Un peu plus d’un mois après le lancement de l’application, plusieurs personnes se sont déjà enregistrées comme donneuses de sang. Parmi elles, Lise Kamguem Nono, qui a été motivée par une expérience personnelle.
« J’avais une amie malade et à l’hôpital, on nous avait demandé d’emmener des personnes qui devaient donner de leur sang pour remplacer les trois poches de sang qui devaient être utilisées sur la patiente », se souvient-elle.
« Ayant cherché toute la journée sans trouver de donneur, nous sommes revenus à la banque de sang de l’hôpital pour nous résoudre à acheter une poche à 30.000 FCFA au lieu de 18.000 FCFA si on avait fourni un donneur pour chaque poche », poursuit Lise Kamguem.
Fossé
Selon les chiffres du Programme national de transfusion sanguine (PNTS), la demande nationale se situe autour de 400.000 poches de sang par an au Cameroun. Or, en 2017, seulement 91.047 poches ont été collectées à travers le pays, ce qui représente un pourcentage de 23%. D’où un fossé d’environ 308.953 poches.
Appolonie Noah Owona, secrétaire permanente du PNTS, explique ce déficit, entre autres, par une « très faible implication de la population dans la pratique du don de sang bénévole et volontaire, et l’absence de donneurs bénévoles réguliers et fidélisés ».
Cette faible implication s’appuierait parfois sur « des croyances religieuses dont certaines soutiennent que lorsqu’on reçoit le sang de quelqu’un, on reçoit également ses péchés ».
Pour ne rien arranger, souligne-t-elle, « près de 20% des poches collectées sont ensuite détruites en raison d’une sérologie positive ».

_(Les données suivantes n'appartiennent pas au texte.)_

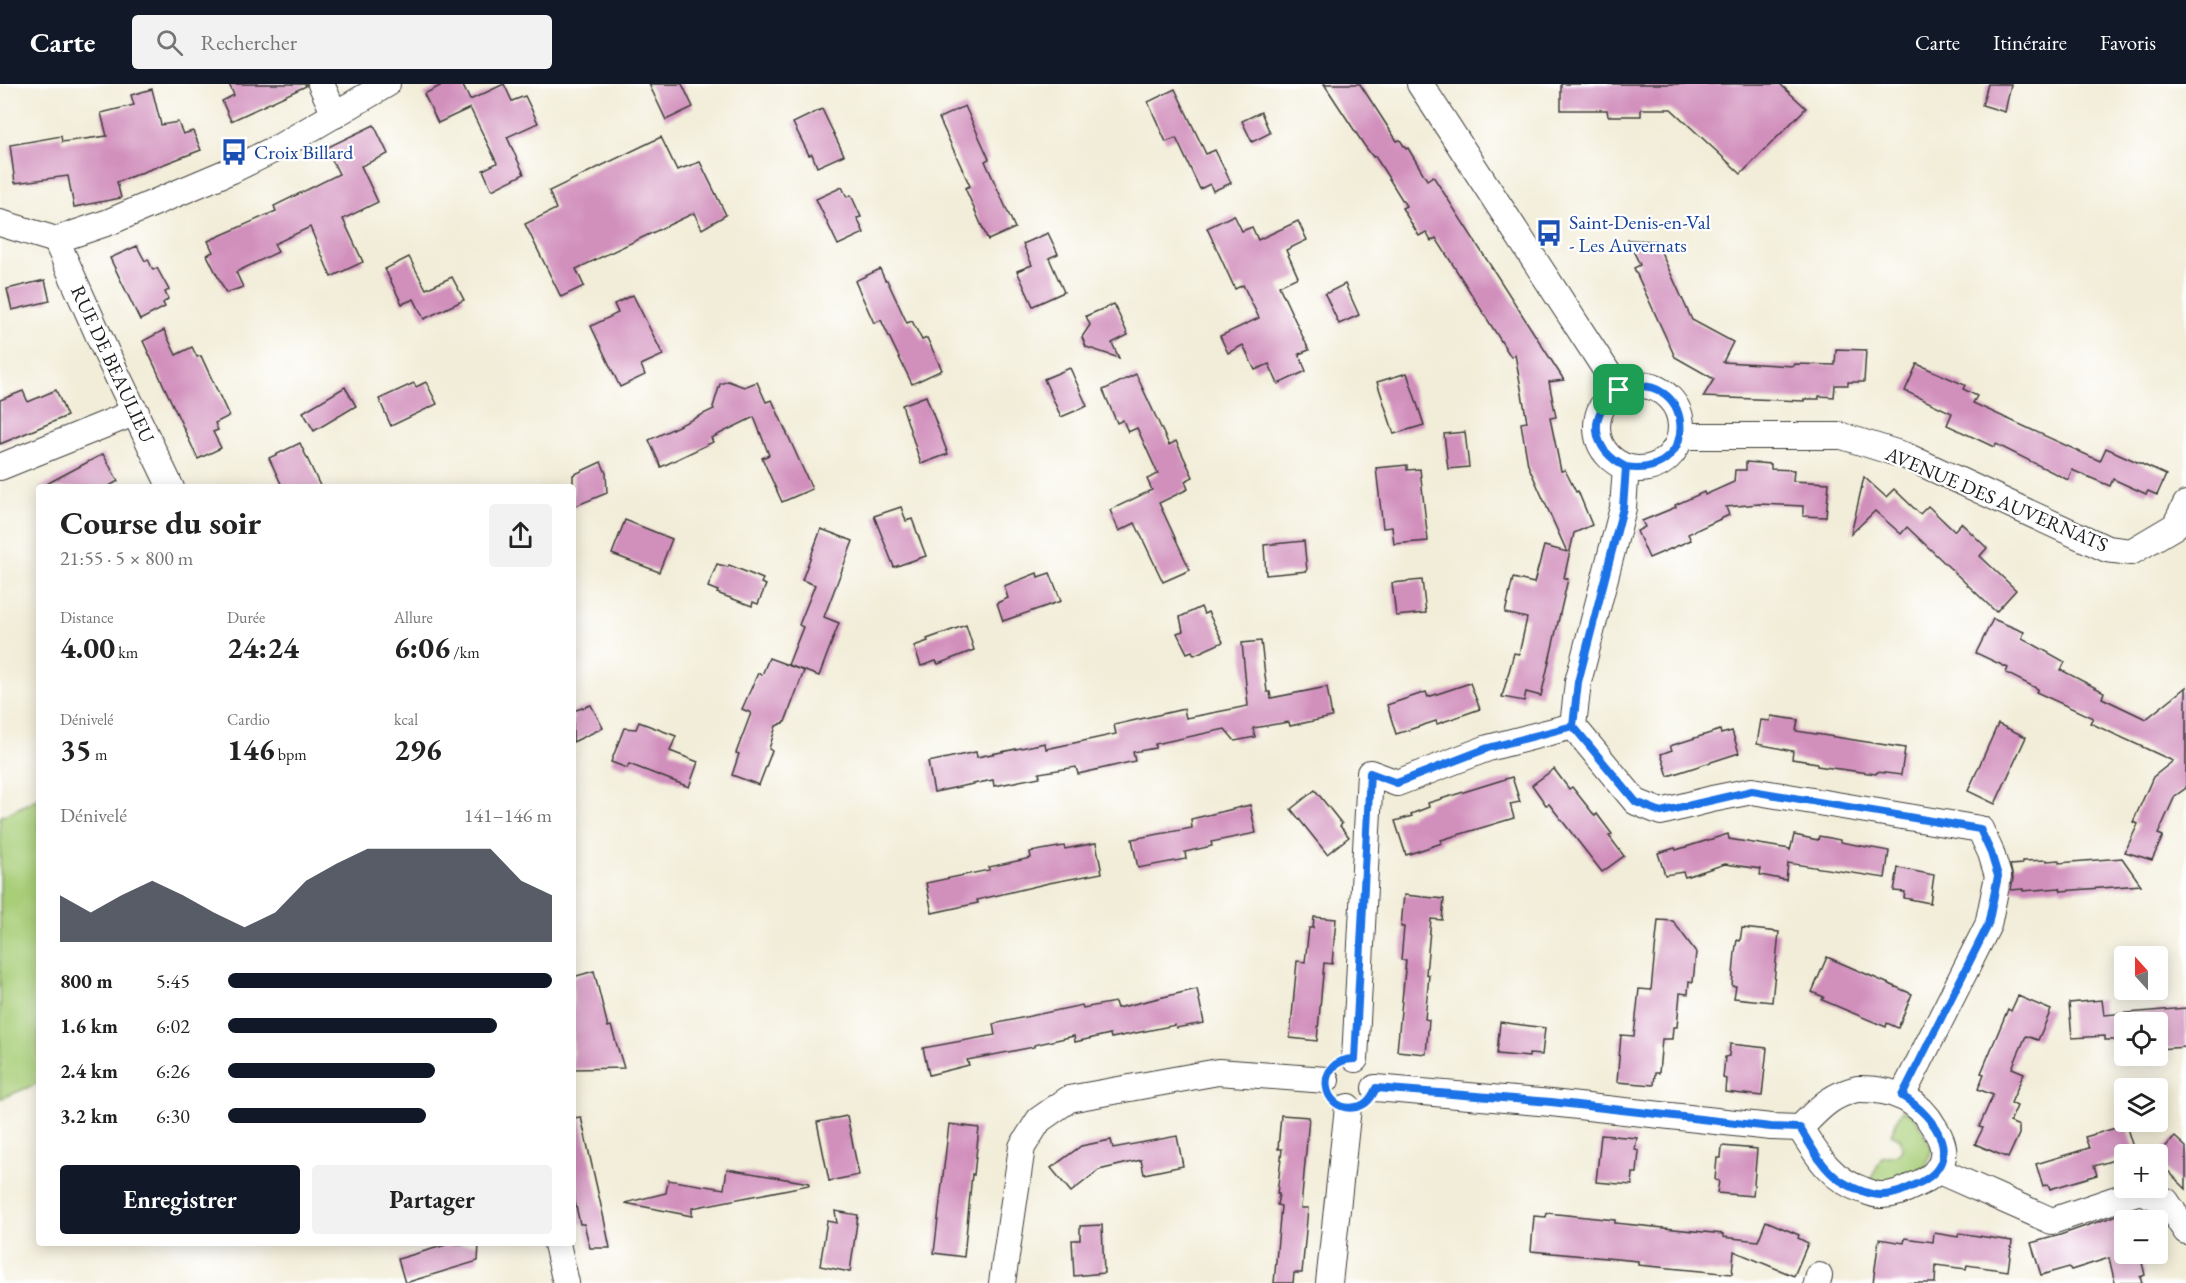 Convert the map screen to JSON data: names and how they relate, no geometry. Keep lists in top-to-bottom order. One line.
{"streets":{"street":["RUE DE BEAULIEU","AVENUE DES AUVERNATS"]},"places":{"bus stop":["Croix Billard","Saint-Denis-en-Val - Les Auvernats"]},"north":"top","page":{"header":"Carte","search":"Rechercher","nav":["Carte","Itinéraire","Favoris"],"heading":["Course du soir","21:55 · 5 × 800 m"],"stats":[["Distance","4.00 km"],["Durée","24:24"],["Allure","6:06 /km"],["Dénivelé","35 m"],["Cardio","146 bpm"],["kcal","296"]],"chart":["Dénivelé","141–146 m"],"map_buttons":["+","−"],"list":[{"name":"800 m","note":"5:45"},{"name":"1.6 km","note":"6:02"},{"name":"2.4 km","note":"6:26"},{"name":"3.2 km","note":"6:30"}],"buttons":["Enregistrer","Partager"]}}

Appolonie Noah Owona confie que ce fossé important est à l’origine de nombreux décès maternels liés aux complications hémorragiques et infantiles des suites d’anémie, car, explique-t-elle, de nombreux hôpitaux et structures sanitaires sont régulièrement confrontés à des pénuries de sang.
L’autre conséquence de cette situation est que le prix d’une poche de sang est élevé et varie d’un hôpital à un autre et selon que le patient fournit un donneur de sang ou pas.
Confidentialité
Aussi la secrétaire permanente du PNTS se félicite-t-elle des initiatives comme l’application « Hémo » afin d’encourager et faciliter le don de sang.

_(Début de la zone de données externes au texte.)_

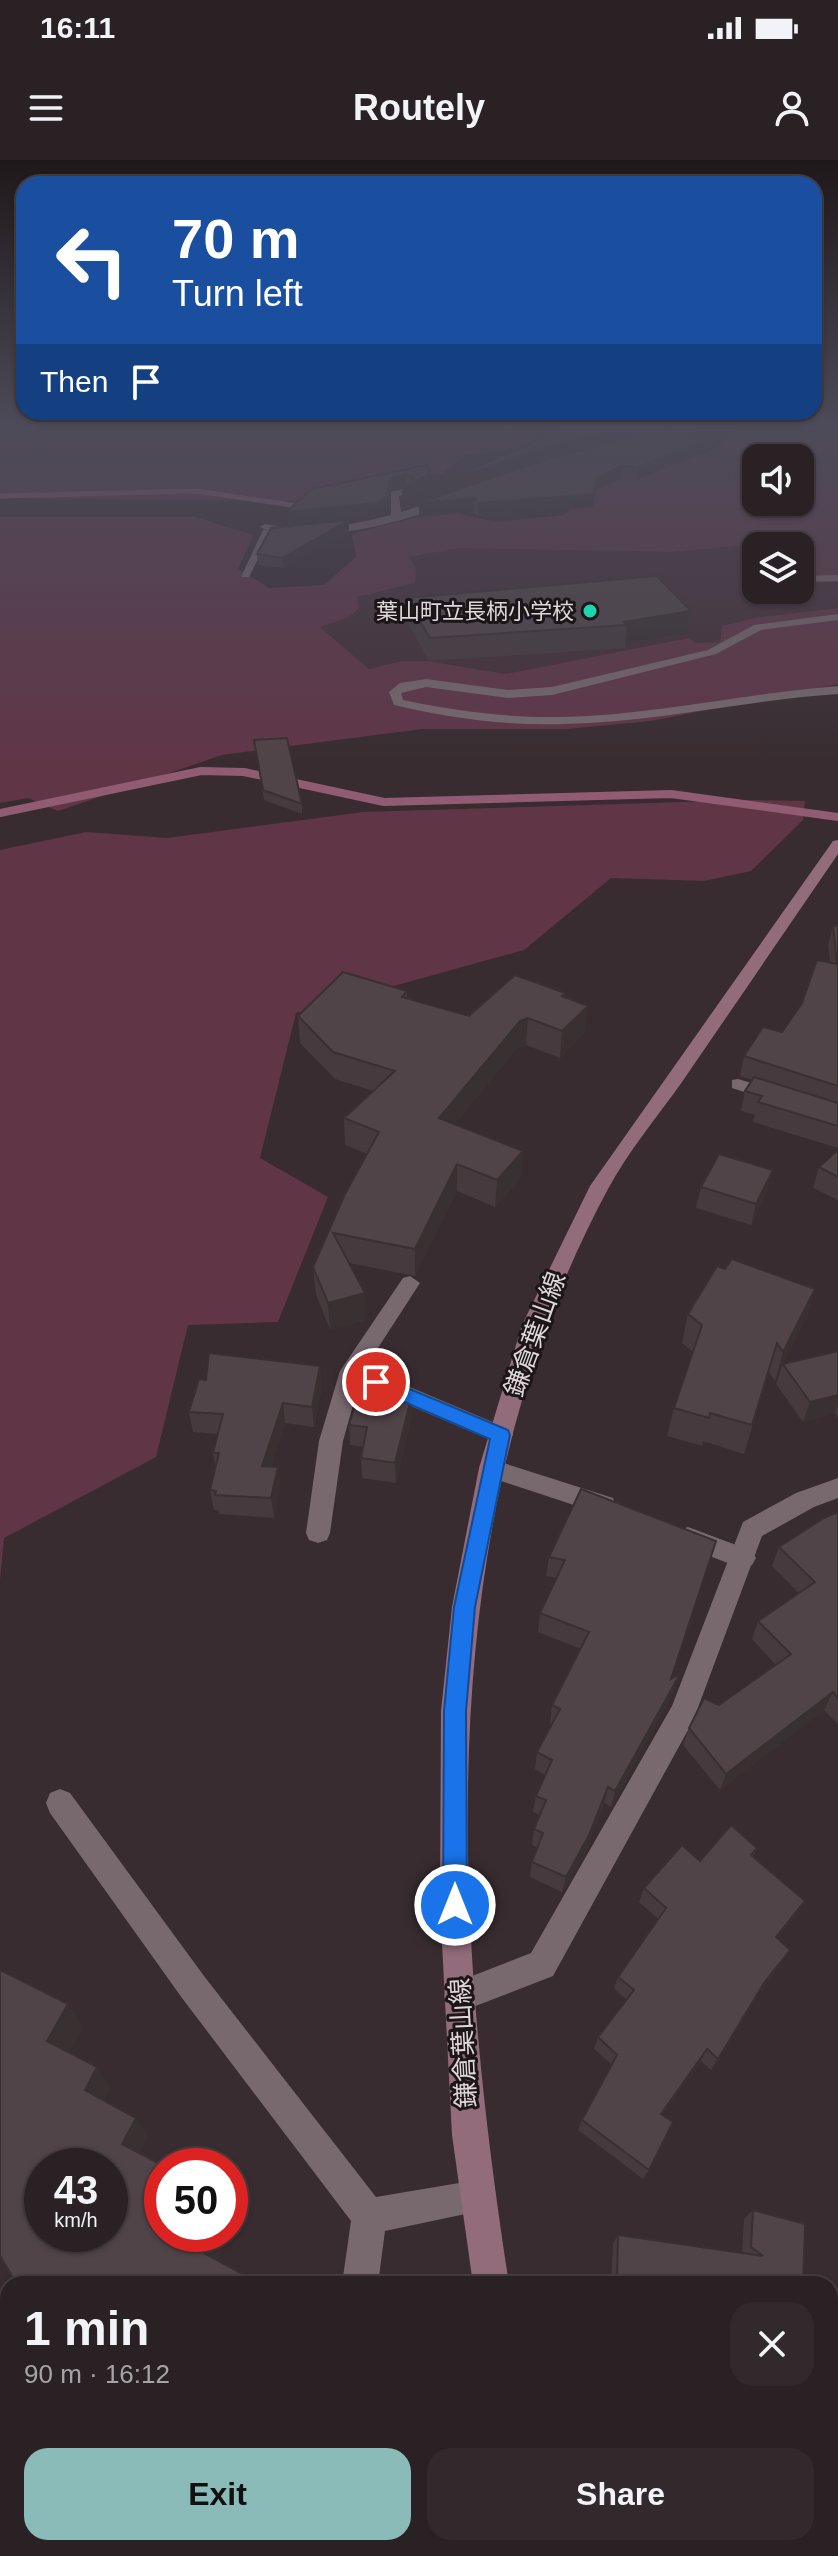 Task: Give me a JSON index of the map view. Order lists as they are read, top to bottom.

Elle invite cependant les développeurs de telles applications à se rapprocher du PNTS pour « s’enquérir de la politique et de la règlementation de la transfusion sanguine au Cameroun pour une meilleure orientation ».

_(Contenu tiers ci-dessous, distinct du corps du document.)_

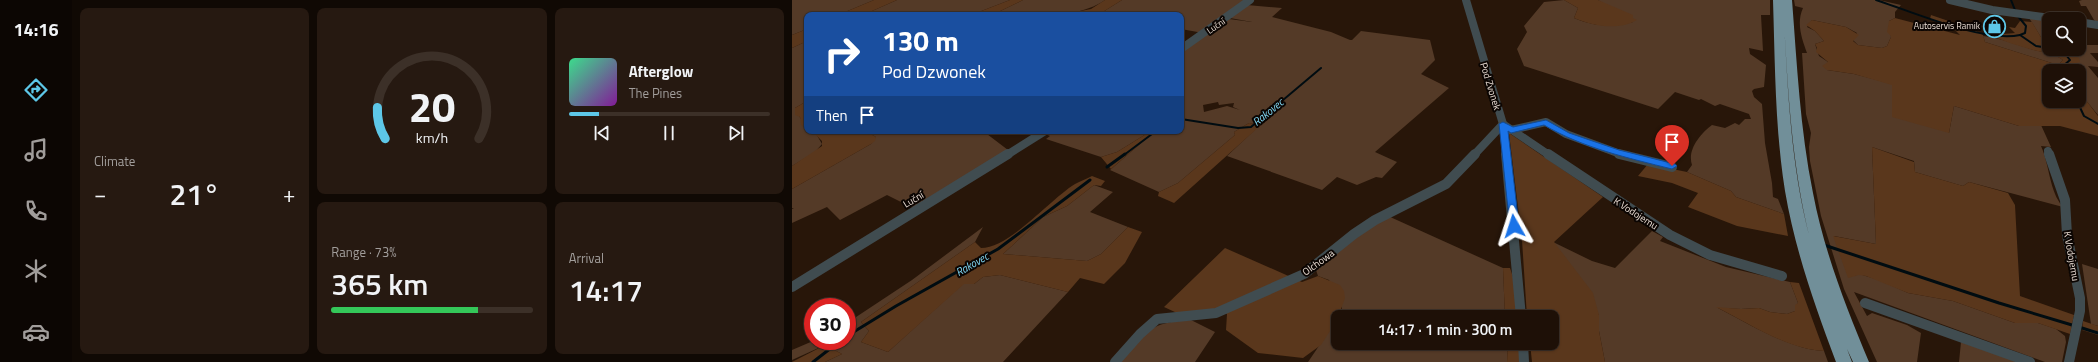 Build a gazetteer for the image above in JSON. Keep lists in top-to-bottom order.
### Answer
{
  "streets": {
    "street": [
      "Luční",
      "Pod Zvonek",
      "K Vodojemu",
      "Olchowa"
    ]
  },
  "crossings": [
    ["Pod Zvonek", "K Vodojemu"],
    ["Pod Zvonek", "Olchowa"],
    ["K Vodojemu", "Olchowa"]
  ],
  "water": ["Rakovec"],
  "places": {
    "shop": ["Autoservis Ramik"]
  },
  "page": {
    "tabs": "14:16",
    "tile": [
      "Climate",
      ["Range · 73%", "365 km"],
      ["Arrival", "14:17"]
    ],
    "turn": ["130 m", "Pod Dzwonek"],
    "song": ["Afterglow", "The Pines"],
    "then": "Then",
    "heat": ["−", "21°", "+"],
    "limit": "30",
    "trip": "14:17 · 1 min · 300 m",
    "gauge": ["20", "km/h"]
  }
}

Pour sa part, Stéphane Kenmoé, chercheur à l’université de Duisbourg Essen, en Allemagne, déplore le fait que l’aspect confidentialité n’ait pas été prise en compte par les jeunes développeuses de l’application.
« Il y a des gens qui ont des groupes sanguins rares qui subissent souvent des menaces. Voilà pourquoi beaucoup préfèrent rester anonymes. Et pour les applications de ce type que je connais en Europe, la première des précautions, c’est la confidentialité », explique le chercheur.
Des remarques bien accueillies par les quatre jeunes filles qui se disent conscientes de ce que leur application doit être améliorée. « Il nous faut assurer la fiabilité et la sécurité de notre application. On aimerait également relier les banques de sang entre elles », affirme Julienne Daphné Tchuenmegne Ngomegni.
En attendant, l’application a remporté le 8 décembre dernier, le premier prix de l’initiative « STEM Prizes » 2018, une compétition organisée par la Fondation Denis and Lenora Foretia et qui vise à encourager les jeunes Camerounais et Africains âgés de 13 à 21 ans, particulièrement les filles, à s’intéresser à la science et à la technologie.